To Capture the Sun
Gold of Ancient Panama
Carol Haralson
(Gilcrease Museum)When Columbus arrived off the coast of Panama in 1500, the Chocoans offered two young ladies, bare-assed, for the delectation of the sailors. Columbus, when he wasn't beating slaves and robbing the indigenous people, was a very stern moralist and demanded that the two be dressed before they could be ravished by his crewmen. Then he helped himself to the gold figurines around the girl's necks.Panama was the first place in which the Spaniards were able to find substantial caches of gold, mostly in the form of ornaments --- eagles, crocodiles, frogs, bats, and seahorses --- as well as bracelets and other jewelry. As a reward for the Indians sharing their food, their ladies and their treasures, the Spanish over the next few years managed to kill all of them off. They decimated the Chibchans and Chocoans with their viruses, their slavery, and their sheer animal brutality.
Some of the gold figures made the Spaniards uneasy, so they hastened to melt them down and send the ingots off to Charles V who was being dunned by his bank, his solicitor, and his wife Isabella who wanted a new castle.
§ § § The authors of To Capture the Sun suggest that it is impossible to estimate the number of gold artifacts that were melted down ... but the few that remain (and make up part of this collection) should convince us that the craft of such pieces was design of the highest artistic value. Though some of us may have our doubts.

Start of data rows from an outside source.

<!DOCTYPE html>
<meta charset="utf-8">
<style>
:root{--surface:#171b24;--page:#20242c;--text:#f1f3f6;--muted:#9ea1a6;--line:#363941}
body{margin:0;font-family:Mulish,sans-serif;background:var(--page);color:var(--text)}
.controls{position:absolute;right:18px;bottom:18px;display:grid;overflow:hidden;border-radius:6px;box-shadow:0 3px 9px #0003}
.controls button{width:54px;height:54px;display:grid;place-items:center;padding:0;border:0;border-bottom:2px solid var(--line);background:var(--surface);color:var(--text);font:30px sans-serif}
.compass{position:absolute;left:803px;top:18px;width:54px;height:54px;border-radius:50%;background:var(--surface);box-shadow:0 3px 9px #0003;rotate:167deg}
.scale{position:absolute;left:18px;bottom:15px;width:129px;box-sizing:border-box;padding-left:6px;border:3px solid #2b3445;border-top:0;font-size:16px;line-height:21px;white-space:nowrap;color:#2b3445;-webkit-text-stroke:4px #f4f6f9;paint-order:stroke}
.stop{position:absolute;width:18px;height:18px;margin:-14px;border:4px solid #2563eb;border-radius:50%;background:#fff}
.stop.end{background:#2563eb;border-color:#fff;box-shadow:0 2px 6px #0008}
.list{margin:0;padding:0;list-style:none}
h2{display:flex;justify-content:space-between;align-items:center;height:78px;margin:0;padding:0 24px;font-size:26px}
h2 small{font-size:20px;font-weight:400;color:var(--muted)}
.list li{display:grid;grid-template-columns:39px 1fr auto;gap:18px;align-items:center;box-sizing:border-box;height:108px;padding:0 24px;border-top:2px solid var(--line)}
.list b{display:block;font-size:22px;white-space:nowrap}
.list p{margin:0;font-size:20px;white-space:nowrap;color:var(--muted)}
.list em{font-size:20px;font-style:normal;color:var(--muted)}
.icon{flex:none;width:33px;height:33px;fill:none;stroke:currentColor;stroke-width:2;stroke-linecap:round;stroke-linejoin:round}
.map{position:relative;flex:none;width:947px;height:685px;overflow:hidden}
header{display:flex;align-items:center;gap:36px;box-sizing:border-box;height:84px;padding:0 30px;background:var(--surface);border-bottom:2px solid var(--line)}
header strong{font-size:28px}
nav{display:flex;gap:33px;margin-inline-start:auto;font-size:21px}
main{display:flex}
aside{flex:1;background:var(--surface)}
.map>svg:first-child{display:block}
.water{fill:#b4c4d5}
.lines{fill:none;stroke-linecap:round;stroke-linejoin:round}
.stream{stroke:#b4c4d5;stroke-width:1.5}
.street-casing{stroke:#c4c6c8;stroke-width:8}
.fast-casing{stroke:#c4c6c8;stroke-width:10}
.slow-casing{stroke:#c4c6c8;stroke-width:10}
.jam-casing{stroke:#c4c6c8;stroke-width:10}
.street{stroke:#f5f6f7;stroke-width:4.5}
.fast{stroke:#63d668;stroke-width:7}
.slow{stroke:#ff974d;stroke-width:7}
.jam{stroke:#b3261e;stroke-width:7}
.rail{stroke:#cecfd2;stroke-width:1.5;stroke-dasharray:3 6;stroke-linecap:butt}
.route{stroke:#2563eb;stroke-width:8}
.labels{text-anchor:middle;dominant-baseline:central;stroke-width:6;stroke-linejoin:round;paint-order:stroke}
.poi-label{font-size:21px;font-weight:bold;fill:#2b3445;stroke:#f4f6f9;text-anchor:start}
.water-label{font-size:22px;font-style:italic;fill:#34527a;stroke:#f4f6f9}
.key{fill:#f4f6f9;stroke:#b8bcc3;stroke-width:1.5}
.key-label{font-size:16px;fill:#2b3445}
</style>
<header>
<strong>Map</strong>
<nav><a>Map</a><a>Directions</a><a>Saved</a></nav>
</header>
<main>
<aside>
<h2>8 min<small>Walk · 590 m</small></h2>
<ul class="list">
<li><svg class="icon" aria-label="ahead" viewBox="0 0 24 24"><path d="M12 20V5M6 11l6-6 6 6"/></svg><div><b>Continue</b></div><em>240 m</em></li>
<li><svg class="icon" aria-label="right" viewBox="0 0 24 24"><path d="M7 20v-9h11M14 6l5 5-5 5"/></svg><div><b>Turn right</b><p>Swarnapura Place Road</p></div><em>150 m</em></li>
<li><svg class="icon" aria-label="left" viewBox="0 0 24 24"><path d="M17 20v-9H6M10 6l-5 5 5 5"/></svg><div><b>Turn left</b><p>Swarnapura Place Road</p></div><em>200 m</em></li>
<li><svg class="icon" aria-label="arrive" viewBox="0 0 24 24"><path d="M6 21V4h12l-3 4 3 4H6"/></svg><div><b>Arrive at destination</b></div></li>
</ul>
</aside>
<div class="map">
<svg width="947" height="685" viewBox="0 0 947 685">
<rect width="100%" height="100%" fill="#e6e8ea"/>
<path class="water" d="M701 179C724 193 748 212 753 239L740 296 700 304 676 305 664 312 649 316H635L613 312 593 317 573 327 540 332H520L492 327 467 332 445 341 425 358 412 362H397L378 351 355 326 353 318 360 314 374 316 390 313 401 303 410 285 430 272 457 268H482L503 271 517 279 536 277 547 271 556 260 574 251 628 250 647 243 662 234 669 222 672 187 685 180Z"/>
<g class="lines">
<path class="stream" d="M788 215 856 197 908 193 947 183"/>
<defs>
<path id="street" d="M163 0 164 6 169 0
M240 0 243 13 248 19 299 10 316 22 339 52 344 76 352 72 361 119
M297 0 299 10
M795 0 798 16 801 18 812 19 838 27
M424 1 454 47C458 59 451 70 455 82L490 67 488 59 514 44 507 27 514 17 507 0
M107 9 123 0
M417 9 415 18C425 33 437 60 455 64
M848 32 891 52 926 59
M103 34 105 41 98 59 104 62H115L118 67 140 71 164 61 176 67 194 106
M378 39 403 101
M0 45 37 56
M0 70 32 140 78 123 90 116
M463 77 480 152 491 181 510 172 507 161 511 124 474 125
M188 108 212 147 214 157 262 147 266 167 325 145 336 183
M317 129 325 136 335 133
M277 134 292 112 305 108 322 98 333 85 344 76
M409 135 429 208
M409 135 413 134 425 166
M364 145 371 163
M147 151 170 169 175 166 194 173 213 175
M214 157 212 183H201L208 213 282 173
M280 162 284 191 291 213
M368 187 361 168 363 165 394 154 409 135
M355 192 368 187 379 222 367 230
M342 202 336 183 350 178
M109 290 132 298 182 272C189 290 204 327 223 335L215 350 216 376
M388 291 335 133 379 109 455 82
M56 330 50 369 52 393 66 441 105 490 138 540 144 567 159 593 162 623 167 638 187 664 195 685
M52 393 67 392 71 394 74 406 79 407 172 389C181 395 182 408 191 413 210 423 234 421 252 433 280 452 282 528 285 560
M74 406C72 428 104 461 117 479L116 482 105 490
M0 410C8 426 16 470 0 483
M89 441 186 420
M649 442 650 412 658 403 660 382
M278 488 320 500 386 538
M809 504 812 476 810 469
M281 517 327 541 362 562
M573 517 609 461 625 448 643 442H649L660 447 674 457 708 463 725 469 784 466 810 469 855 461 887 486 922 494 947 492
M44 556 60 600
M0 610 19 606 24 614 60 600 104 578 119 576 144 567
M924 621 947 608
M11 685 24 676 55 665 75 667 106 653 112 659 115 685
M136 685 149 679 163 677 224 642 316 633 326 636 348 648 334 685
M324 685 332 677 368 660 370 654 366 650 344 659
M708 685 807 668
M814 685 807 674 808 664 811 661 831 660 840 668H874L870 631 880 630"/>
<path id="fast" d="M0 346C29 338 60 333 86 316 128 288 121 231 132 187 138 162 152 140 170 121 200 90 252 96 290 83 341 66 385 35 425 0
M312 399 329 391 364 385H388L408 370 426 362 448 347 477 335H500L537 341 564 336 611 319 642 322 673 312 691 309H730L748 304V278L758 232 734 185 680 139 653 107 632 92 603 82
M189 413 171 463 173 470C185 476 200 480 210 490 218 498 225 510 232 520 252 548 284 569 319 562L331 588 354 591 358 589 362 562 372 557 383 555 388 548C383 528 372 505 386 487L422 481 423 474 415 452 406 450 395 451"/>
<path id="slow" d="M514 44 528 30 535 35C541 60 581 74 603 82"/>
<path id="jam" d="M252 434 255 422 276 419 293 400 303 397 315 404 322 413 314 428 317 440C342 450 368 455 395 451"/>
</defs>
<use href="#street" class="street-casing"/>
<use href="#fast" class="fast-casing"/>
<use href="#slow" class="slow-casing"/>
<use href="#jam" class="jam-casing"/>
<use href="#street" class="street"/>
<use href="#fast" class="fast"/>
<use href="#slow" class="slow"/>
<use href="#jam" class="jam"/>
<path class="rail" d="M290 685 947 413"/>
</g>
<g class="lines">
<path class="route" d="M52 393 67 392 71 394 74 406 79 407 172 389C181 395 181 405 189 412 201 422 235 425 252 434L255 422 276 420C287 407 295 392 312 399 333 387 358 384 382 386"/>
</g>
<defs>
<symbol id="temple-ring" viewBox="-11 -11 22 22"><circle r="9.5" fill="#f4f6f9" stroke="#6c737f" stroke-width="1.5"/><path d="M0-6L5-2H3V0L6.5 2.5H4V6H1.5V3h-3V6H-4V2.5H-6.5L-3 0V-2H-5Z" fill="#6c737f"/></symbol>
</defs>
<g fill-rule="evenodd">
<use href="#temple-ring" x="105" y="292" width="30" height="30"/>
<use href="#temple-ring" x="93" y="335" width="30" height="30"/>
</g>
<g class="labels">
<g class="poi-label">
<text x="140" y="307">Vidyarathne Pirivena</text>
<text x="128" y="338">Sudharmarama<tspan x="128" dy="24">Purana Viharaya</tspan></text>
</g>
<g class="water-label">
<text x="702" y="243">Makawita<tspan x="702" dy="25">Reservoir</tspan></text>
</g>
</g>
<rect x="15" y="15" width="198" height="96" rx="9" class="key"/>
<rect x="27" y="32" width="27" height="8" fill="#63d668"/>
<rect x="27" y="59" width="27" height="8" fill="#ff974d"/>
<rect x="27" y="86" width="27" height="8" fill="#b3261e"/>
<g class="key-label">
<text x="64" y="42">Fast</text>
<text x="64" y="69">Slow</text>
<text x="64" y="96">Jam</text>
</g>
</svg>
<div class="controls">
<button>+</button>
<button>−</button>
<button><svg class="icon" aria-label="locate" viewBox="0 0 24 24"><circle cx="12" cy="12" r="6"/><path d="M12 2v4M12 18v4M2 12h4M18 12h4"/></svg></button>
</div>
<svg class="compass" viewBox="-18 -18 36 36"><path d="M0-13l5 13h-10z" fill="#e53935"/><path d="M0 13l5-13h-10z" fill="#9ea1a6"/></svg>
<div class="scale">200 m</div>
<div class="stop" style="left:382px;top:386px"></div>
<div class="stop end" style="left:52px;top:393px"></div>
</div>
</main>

For we have here various frog, monkey and human effigies that look to have been designed by a deranged Picasso, which is why they gave the Spaniards (and now may give us) the heebie-jeebies.
For instance, a golden bat on page eighty-two (the flying kind, not the baseball variety) looks like King Kong just after they took Fay Wray away from him. If I were Columbus I would have smelted it down in a trice.
And a representation of a visitor, possibly from Mars [Fig. 2 below] might certainly get the King to swear off his regular after-dinner snifter and next week's planned umpteenth war with France.
Still, there are a couple of attractive gold pieces here. They include a Tairona from "the Intermediate area" (south of Panama) and a dog from Gran Coclé that is a charmer, what's left of it. [See Fig. 1 above].
§ § § There are over a hundred color plates here, all composed with care and affection, and the book itself is a jewel, although the commentary is but mildly interesting, and a lengthy disquisition of "the importance of shine" lost me.
The theory is that gold didn't have the same value for the indigenous people of Panama as it did for the visitors from Spain. They valued it because it would make it possible for Charles V to finish running the Muslims out of Spain and at the same time pay off his American Express card. The Chibchans and Chocoans valued gold for its brightness, for its ability to capture light and to awe enemy soldiers in battle. As Nicholas J. Saunders writes,
The power of light, whether appearing in natural phenomena or 'captured' in shiny objects, was understood to be a characteristic of, and controlled by, ancestors, spirits, deities and immanent forces.
"Thus," he concludes, "shamans, priests, sorcerers and dynastic rulers --- who manipulated glittering power objects such as mirrors, metals, jade, and gemstones --- were the spiritual and political power-brokers of the pre-Columbian world."